José Pérez-Guerra
Domingo, 10 de marzo de 2013
Sumando imposturas

El nacionalismo vasco acuerda ‘normalizar’ los apellidos al euskera

[Img #13108]La Euskaltzaindia (Academia de la Lengua Vasca) y las diócesis del País Vasco, han acordado ahondar en la normalización de la grafía de los nombres y apellidos extendiendo esa estandarización a los registros parroquiales. En un comunicado conjunto se informa que ‘A lo largo de los siglos, además de la propia evolución de los apellidos, se ha utilizado la grafía castellana para anotarlos y, en consecuencia, muchas denominaciones euskéricas iniciales han variado. Hoy en día, el hecho de que la denominación de los apellidos no esté normalizada trae muchos inconvenientes de identificación, registro y seguimiento, tanto para las personas como para cualquier administración’
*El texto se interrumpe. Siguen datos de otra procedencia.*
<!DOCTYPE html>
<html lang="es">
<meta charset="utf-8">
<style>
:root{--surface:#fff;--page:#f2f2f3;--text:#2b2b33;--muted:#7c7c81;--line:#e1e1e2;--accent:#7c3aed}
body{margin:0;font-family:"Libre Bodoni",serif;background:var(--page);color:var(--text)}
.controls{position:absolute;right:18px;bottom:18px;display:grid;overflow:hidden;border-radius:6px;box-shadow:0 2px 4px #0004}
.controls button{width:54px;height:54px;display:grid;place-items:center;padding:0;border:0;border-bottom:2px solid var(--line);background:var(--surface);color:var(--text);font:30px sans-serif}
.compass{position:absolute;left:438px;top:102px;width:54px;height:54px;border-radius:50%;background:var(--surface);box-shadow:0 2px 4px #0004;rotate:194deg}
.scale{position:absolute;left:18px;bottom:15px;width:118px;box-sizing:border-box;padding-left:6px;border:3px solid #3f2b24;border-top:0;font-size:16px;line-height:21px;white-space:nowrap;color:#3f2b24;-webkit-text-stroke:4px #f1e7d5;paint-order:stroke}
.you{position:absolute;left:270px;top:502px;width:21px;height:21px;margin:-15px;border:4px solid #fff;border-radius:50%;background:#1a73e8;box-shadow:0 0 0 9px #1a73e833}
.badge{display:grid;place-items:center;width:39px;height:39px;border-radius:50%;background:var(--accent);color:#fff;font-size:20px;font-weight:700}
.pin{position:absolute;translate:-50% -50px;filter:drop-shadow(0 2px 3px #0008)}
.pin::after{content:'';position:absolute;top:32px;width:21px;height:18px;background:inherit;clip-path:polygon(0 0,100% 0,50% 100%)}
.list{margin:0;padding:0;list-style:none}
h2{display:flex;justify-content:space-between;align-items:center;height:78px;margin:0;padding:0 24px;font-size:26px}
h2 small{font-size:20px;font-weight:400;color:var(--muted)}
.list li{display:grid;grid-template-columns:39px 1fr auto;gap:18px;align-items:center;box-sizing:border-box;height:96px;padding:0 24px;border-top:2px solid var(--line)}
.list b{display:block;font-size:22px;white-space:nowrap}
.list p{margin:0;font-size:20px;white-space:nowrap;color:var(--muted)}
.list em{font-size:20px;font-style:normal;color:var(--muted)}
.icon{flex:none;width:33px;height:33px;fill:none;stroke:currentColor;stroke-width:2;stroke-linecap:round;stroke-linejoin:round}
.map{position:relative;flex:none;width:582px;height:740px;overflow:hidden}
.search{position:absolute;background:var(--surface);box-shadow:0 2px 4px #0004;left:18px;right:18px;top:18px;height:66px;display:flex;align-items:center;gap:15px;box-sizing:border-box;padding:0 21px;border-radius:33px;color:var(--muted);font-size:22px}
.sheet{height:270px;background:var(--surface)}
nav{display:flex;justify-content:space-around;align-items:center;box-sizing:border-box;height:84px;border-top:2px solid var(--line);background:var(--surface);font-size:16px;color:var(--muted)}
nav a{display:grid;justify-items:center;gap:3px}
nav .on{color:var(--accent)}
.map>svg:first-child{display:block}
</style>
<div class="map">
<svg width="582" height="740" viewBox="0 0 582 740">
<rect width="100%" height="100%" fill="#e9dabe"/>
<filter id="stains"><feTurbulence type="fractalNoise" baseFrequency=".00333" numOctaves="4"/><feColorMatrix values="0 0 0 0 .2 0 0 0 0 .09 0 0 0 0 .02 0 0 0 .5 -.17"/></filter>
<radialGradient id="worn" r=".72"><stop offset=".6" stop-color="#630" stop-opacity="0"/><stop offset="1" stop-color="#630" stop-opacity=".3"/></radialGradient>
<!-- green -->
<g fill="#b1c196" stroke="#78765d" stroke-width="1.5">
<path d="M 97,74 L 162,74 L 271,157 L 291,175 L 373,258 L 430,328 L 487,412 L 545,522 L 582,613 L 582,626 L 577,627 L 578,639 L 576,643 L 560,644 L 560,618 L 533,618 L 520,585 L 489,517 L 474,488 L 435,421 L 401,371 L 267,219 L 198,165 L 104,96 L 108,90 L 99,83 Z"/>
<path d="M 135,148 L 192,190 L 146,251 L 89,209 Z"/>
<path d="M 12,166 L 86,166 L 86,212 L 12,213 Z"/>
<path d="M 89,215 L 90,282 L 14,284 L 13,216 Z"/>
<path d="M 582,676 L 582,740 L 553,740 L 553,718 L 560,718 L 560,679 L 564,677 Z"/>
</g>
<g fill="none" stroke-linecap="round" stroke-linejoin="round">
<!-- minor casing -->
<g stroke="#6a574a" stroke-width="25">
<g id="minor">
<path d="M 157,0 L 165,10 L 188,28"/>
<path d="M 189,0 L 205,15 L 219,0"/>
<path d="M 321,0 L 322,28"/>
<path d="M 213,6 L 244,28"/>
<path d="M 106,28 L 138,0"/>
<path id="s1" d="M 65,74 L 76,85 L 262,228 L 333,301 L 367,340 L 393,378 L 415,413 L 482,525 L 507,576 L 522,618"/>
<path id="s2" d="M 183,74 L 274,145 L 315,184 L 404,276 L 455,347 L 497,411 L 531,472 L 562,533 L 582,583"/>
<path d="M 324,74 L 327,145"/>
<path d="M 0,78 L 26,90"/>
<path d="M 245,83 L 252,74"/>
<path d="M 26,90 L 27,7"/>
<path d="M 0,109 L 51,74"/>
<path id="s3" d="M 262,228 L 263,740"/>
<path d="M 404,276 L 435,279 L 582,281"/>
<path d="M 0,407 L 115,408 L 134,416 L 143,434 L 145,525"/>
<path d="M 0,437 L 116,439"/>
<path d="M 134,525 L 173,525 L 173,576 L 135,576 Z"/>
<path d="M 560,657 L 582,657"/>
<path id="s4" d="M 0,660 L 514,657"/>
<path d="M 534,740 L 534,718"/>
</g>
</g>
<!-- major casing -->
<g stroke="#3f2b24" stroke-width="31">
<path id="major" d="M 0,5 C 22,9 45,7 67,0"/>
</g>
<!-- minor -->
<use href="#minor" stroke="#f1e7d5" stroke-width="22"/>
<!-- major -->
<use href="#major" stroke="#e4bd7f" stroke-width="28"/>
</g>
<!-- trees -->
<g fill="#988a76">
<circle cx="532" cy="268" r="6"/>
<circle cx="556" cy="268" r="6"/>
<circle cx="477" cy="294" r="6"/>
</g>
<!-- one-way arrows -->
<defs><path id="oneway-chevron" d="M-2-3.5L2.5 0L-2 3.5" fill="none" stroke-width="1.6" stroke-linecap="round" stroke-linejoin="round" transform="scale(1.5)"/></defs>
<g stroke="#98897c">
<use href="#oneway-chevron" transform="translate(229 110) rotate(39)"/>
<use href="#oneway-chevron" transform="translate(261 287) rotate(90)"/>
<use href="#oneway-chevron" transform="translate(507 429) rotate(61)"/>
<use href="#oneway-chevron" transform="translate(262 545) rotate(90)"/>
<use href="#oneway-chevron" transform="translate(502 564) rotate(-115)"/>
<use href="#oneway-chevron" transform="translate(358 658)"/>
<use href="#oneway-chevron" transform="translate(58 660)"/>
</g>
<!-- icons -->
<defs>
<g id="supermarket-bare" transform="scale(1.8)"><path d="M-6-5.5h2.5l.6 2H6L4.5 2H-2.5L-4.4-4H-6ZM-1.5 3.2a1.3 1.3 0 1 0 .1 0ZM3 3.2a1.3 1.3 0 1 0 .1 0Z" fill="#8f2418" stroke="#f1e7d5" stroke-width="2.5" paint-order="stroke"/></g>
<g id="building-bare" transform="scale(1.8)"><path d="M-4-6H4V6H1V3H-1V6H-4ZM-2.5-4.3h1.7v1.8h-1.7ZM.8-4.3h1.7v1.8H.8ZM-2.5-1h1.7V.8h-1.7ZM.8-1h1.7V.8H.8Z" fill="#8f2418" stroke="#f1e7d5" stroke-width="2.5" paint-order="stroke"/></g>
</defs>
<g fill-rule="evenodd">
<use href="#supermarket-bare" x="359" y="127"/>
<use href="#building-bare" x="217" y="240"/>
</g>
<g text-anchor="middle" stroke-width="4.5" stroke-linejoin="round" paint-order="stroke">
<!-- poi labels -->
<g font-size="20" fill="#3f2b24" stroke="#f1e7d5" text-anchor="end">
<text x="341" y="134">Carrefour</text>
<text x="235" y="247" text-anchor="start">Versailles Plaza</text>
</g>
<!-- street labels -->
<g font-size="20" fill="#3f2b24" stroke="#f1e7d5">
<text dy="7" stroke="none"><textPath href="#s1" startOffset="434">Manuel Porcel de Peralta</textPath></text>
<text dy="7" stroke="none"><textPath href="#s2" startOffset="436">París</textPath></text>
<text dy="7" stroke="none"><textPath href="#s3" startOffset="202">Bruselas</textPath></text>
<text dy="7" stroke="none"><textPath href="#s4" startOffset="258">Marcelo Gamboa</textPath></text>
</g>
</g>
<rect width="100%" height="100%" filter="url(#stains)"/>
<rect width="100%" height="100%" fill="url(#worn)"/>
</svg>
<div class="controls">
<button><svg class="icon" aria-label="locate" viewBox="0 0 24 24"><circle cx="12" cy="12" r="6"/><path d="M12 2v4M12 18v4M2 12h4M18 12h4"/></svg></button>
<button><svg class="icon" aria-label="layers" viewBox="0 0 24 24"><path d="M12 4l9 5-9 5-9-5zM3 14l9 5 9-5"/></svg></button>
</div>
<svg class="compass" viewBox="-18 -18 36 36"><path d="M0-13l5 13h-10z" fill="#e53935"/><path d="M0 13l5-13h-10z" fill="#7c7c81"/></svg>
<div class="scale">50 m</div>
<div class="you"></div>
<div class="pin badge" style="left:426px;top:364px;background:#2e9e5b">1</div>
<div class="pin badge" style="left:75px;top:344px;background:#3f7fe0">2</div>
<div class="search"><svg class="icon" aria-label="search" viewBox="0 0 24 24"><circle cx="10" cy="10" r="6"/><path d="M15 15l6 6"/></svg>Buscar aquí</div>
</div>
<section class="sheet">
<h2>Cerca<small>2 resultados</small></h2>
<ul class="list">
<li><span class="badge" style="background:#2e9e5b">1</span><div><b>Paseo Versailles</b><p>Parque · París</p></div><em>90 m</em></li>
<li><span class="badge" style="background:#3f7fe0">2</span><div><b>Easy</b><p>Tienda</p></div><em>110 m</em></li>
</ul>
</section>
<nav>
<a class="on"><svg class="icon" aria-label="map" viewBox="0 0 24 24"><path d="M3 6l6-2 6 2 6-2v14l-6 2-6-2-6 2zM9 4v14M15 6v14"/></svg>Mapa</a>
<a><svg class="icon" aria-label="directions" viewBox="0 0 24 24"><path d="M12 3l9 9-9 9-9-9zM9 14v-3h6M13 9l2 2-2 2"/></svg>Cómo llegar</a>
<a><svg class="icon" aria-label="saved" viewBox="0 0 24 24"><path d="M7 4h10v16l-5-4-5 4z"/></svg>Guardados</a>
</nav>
Así, los muchos García que habitan en territorios de la comunidad autónoma vasca, pasarán a ser Gartzia. La normalización no solo alcanza a nombres y apellidos sino también a las calles (kaleas) y ciudades: la histórica Fuenterrabía pasó a llamarse Hondarribia. Y a capitales como Vitoria se le coloca un agregado sin sentido alguno, al igual que en Navarra se hace con Pamplona, fundada por el romano Pompeyo, con el añadido de Iruña, que tampoco aparece en las fuentes de la historia, desde Strabón a Mela y Plinio el Viejo, que mencionan centenares de lugares geográficos del norte peninsular.

En primer lugar los académicos de la Euskaltzaindia debieran saber que de unas lenguas vascas sólo habladas (no escritas) por un pueblo primitivo que habitaba en los Pirineos, desde parte de la actual Guipúzcoa a Lérida, donde convivían con sus vecinos ilergenses, no se puede establecer grafía alguna. Por eso se utilizó desde el principio el alfabeto latino que fue sustituido en el Medievo por la romancera o vulgares, el Román Paladino convertido en crisálida de idiomas: leonés, castellano, gallego, aragonés, gallego, valenciano, mallorquín…

Las lenguas vascas, aisladas en sus montañas, mantuvieron sus palabras interrelacionándose con las habladas por los antiguos vacceos, población prerromana en casi todo el territorio al que ahora, en la Edad Contemporánea, le llaman Euskadi, palabra sin fundamento histórico. Y de ahí viene la academia a ‘normalizar’ lo que nunca, por desconocido, fue normal. Con una Iglesia que dice ser universal pero que en realidad es muy de corto alcance, y que parece estar en las profecías del presbítero Pablo Pedro Astarloa que en su obra ‘Apología de la Lengua Bascongada ó ensayo crítico filosófico de su perfección y antigüedad sobre todas las que se conocen’, editada en Madrid el año 1803 (una joya de mi biblioteca) ‘corrobora’ que el idioma bascongado (todavía no se había inventado eso de Euskera) es la ‘única lengua digna de ser comunicada por Dios al primer hombre’. Lo raro es que tardaran tanto en conocer la religión cristiana, fue en el primer milenio de nuestra Era.

Las lenguas vascas, diferentes unas de otras en muchas expresiones, recibieron hace dos milenios la influencia de decenas de millares de soldados mercenarios del derrotado ejército cartaginés, efectivos originarios de Armenia. Se refugiaron en las comarcas de los Pirineos para estar alejados del poder romano, y cerca de sus compañeros de batalla, los ilergenses que desde el principio lucharon -como mercenarios- en las filas cartagineses. Y la siembra de K originó una cosecha que ahora se recoge como una bendición: Academia/Akademia; Tabacalera/Tabakalera; Fundación/Fundazioa… Letra griega, de Oriente, ajena al latín. Pero si el vasco -o el moderno euskera- nunca se escribió, ¿cómo se ‘normaliza’ su grafía?. Sigo pensando como Vargas Llosa: que el nacionalismo es una incultura. Aunque tengan academias como la Euskaltzaindía, y clero cuya visión no llegue mucho más allá de los que se divisa desde sus campanarios.